5 Nice Roads from the MD-communityMotorcycle Diaries
Out of the many submissions - some of them prize-winning - we’ve selected five Roads which we believe are true marvels. For all of you to enjoy, over and over again.
Havøysund (85 km, Norway)
The first marvel amongst your admissions is to be found high up north, in the little Norwegian fishing village of Havøysund. It is located at 71° north and quite literally is the end of the road.
The village suddenly pops up, which took contributor Chris Maillet by surprise: if you think about it, it ‘s quite special that there even is such a thing as a viable community situated at the spot where the northernmost point of the Norwegian Scenic Route plunges into the ocean.
The village is one thing, the road leading towards the town center another: its landscape changes constantly and even though it only rises a couple of hundred meters above sea level at its highest, you get the feeling of riding above the treeline.
Parts of the road traverses a moon-like landscape with the Arctic Ocean on one side and rugged outcrops on the other.
The landscape is stark and dramatic and there are few signs other than the road to show that anyone has ventured here before.
But in the middle of this apparently barren land, you can actually spot both sea eagles and reindeer.

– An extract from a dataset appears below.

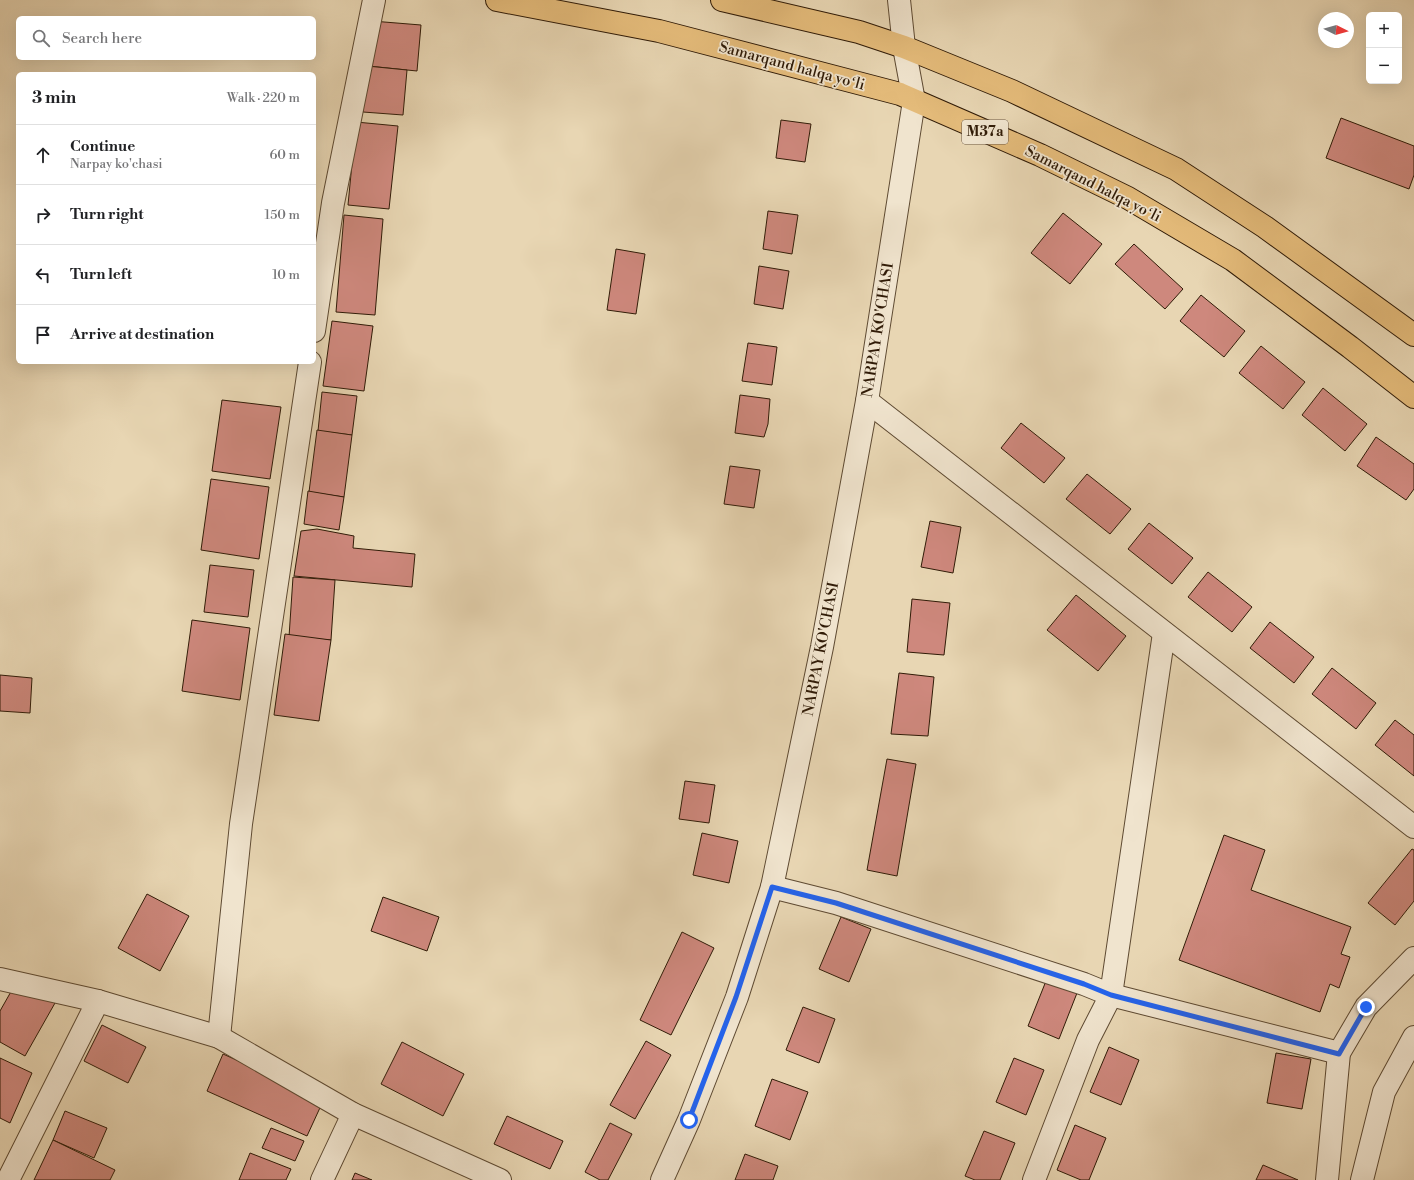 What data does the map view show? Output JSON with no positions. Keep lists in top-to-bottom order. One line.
{"streets":{"highway":["Samarqand halqa yoʻli","M37a"],"street":["NARPAY KO'CHASI"]},"crossings":[["Samarqand halqa yoʻli","NARPAY KO'CHASI"]],"north":"right","page":{"map_buttons":["+","−"],"search":"Search here","heading":["3 min","Walk · 220 m"],"list":[["Continue","Narpay ko'chasi","60 m"],["Turn right","150 m"],["Turn left","10 m"],"Arrive at destination"]}}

The ride will thrill you from the beginning to the end, with a magnificently picturesque finale!
The road itself crinkles along the coast for the most part of the journey, but with a few short and steep hills across the fell. Grant yourself - and your bike, of course - a well-deserved rest at the amazing Lillefjord or Selvika. We’re sure you won’t regret!
Good to know: the Havøysund plateau is just as far north, but far less crowded than the North Cape.
Drag along your tent - wild camping is not an issue in Norway - and you might just experience the best of the midnight sun during the summer or even some stunning northern lights during winter.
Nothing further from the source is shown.